## Task description
Check each line of the entries below for the word "Paix" and state only how many lines have it.

■ ■ ■ ■ ■

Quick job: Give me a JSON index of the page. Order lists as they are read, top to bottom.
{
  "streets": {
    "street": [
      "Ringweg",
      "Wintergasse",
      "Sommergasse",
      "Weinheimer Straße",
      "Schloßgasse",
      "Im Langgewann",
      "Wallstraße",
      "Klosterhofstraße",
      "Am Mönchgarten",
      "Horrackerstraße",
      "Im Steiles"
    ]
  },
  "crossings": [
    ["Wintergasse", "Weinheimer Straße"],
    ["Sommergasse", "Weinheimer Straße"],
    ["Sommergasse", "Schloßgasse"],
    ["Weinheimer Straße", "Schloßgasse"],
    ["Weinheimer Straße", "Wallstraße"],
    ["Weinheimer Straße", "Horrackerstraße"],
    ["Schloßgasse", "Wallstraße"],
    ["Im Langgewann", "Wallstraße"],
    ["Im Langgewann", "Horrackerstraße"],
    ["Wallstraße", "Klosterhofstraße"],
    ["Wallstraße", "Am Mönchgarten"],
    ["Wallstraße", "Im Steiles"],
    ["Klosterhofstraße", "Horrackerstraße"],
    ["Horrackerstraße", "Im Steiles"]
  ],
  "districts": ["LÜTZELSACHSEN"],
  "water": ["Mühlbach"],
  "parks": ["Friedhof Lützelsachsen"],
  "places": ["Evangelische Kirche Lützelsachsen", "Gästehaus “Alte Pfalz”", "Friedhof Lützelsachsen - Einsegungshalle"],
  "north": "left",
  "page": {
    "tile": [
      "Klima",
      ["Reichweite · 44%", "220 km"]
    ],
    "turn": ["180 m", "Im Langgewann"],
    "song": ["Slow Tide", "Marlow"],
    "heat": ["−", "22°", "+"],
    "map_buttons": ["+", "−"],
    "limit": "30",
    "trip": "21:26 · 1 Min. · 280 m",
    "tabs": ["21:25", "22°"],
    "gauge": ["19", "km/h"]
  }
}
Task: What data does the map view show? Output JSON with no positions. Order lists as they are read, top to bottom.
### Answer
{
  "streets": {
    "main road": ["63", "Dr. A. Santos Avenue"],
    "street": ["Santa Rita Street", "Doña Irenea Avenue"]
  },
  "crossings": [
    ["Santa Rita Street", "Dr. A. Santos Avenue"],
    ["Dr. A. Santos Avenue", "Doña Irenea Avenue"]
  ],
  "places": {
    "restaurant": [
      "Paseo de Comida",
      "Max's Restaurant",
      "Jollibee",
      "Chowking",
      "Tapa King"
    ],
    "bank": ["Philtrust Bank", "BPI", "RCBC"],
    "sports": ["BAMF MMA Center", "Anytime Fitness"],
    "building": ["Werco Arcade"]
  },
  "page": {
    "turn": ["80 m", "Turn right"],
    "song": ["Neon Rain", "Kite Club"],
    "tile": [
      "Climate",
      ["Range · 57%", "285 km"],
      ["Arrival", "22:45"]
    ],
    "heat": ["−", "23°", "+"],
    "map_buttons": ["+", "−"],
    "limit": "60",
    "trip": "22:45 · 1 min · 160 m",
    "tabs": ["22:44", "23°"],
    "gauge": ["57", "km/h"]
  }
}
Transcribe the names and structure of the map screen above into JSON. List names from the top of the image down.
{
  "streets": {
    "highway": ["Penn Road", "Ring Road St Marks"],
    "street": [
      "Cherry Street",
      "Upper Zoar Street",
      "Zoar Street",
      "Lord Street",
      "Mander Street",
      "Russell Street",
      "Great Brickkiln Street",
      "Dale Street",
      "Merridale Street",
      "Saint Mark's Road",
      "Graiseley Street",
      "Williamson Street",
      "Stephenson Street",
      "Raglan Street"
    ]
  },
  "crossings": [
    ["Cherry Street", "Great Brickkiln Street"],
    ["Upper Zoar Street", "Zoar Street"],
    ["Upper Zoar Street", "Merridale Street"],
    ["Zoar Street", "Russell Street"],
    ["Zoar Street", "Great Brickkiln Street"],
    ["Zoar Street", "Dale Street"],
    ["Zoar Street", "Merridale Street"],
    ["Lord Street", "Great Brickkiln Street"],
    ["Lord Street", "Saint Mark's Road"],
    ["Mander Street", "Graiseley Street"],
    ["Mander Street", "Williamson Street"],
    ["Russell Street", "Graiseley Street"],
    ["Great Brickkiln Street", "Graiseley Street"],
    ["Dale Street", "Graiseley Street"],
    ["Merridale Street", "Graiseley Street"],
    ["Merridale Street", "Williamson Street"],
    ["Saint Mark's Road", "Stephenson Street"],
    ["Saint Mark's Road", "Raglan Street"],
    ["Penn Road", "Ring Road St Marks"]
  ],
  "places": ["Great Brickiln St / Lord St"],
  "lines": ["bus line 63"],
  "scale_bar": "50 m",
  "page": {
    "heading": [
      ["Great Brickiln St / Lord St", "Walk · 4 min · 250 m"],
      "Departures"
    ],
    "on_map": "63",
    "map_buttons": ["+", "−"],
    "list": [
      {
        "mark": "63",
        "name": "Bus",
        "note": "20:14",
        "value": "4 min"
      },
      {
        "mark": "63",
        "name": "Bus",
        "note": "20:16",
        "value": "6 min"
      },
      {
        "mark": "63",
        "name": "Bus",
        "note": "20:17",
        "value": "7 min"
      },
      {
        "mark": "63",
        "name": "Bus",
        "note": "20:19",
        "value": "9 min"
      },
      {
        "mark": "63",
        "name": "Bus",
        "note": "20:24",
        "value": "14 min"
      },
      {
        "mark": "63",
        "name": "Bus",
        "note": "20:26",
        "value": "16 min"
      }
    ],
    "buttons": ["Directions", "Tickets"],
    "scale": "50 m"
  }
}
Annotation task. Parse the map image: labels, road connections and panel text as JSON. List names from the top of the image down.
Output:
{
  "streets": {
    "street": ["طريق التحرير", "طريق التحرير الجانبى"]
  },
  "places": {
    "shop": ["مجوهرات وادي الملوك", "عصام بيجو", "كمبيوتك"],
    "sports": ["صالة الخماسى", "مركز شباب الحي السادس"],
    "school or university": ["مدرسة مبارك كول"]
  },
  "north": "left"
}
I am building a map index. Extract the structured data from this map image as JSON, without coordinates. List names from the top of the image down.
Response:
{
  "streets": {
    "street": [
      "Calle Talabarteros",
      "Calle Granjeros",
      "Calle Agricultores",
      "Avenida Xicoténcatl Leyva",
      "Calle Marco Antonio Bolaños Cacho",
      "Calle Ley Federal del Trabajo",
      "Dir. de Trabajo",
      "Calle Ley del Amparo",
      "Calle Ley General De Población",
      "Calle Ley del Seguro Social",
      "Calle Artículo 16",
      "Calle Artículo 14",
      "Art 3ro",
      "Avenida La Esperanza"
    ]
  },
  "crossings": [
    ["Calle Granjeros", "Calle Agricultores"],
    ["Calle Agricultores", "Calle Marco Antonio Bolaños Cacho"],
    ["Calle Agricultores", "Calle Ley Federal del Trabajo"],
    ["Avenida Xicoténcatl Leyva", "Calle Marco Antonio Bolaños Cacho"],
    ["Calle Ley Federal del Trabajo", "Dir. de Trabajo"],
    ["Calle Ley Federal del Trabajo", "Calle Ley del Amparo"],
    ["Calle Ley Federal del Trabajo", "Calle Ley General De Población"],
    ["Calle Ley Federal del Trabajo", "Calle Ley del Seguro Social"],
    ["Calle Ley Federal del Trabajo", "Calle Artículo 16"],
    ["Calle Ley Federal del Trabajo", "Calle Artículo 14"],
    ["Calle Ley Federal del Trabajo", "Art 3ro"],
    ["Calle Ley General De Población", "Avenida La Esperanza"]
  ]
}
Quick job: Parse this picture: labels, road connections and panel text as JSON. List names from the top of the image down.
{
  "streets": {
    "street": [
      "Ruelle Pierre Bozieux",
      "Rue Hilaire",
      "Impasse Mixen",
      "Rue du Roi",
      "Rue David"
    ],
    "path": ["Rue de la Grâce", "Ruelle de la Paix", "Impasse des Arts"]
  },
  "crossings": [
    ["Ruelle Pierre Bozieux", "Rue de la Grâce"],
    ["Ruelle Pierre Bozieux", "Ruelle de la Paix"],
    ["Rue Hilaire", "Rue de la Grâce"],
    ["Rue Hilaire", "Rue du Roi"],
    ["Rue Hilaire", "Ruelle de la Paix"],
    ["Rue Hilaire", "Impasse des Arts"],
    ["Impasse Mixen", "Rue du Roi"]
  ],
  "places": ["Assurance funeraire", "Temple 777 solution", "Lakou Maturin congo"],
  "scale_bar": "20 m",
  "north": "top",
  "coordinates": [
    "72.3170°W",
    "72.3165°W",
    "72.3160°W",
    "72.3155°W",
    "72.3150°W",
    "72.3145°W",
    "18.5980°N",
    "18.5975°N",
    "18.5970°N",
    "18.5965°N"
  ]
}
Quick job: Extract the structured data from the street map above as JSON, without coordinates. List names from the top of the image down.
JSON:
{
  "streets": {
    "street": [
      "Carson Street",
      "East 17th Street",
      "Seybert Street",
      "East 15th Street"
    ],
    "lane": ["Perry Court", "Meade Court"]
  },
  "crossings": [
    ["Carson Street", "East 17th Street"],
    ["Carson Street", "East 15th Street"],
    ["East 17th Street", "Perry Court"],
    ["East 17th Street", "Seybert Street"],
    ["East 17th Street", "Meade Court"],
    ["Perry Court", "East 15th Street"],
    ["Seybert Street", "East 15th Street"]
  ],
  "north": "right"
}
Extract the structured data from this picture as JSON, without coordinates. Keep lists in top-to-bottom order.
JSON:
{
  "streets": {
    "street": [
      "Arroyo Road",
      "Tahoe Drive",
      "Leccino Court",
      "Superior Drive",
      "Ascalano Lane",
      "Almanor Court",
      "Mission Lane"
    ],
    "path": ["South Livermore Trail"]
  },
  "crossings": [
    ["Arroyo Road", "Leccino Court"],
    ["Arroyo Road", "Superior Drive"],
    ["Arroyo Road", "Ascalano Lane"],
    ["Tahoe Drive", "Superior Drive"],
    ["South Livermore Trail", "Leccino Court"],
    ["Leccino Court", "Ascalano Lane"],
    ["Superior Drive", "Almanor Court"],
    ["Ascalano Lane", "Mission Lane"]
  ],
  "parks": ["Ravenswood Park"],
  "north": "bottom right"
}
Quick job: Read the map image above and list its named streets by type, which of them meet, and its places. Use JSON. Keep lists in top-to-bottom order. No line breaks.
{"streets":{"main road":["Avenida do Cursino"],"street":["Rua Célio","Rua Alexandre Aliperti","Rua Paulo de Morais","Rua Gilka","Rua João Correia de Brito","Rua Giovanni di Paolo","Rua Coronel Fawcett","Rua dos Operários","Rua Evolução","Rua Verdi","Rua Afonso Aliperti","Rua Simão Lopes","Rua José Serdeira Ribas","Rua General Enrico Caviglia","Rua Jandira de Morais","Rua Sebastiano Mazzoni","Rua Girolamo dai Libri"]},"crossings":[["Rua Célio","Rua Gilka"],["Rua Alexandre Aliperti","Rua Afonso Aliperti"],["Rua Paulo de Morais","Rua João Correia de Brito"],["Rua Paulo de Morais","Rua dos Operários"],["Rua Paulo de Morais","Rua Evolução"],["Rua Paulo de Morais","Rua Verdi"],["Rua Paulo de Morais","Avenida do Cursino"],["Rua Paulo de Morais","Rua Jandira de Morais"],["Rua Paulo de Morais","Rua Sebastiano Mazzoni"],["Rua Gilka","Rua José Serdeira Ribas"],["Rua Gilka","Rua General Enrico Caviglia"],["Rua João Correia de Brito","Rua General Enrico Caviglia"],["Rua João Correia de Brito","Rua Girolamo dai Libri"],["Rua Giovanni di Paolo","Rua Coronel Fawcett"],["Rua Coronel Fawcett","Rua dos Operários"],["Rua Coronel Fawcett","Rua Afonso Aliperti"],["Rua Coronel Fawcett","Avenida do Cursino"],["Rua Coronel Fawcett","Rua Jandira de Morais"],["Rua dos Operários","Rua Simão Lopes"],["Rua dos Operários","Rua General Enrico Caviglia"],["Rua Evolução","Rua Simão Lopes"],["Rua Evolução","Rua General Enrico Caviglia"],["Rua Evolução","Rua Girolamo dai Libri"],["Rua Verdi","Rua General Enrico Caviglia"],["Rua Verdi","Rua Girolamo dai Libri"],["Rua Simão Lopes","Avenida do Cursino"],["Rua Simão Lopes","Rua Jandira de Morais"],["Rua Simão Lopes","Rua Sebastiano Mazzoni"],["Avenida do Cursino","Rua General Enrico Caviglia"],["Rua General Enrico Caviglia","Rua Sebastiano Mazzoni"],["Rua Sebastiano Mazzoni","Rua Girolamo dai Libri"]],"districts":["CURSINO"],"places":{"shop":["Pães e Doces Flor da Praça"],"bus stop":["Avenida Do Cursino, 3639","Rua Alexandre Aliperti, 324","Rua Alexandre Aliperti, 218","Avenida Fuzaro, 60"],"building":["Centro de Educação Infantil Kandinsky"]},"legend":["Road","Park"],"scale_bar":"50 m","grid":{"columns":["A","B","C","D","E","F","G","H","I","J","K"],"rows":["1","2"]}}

■ ■ ■ ■ ■

## Answer box
3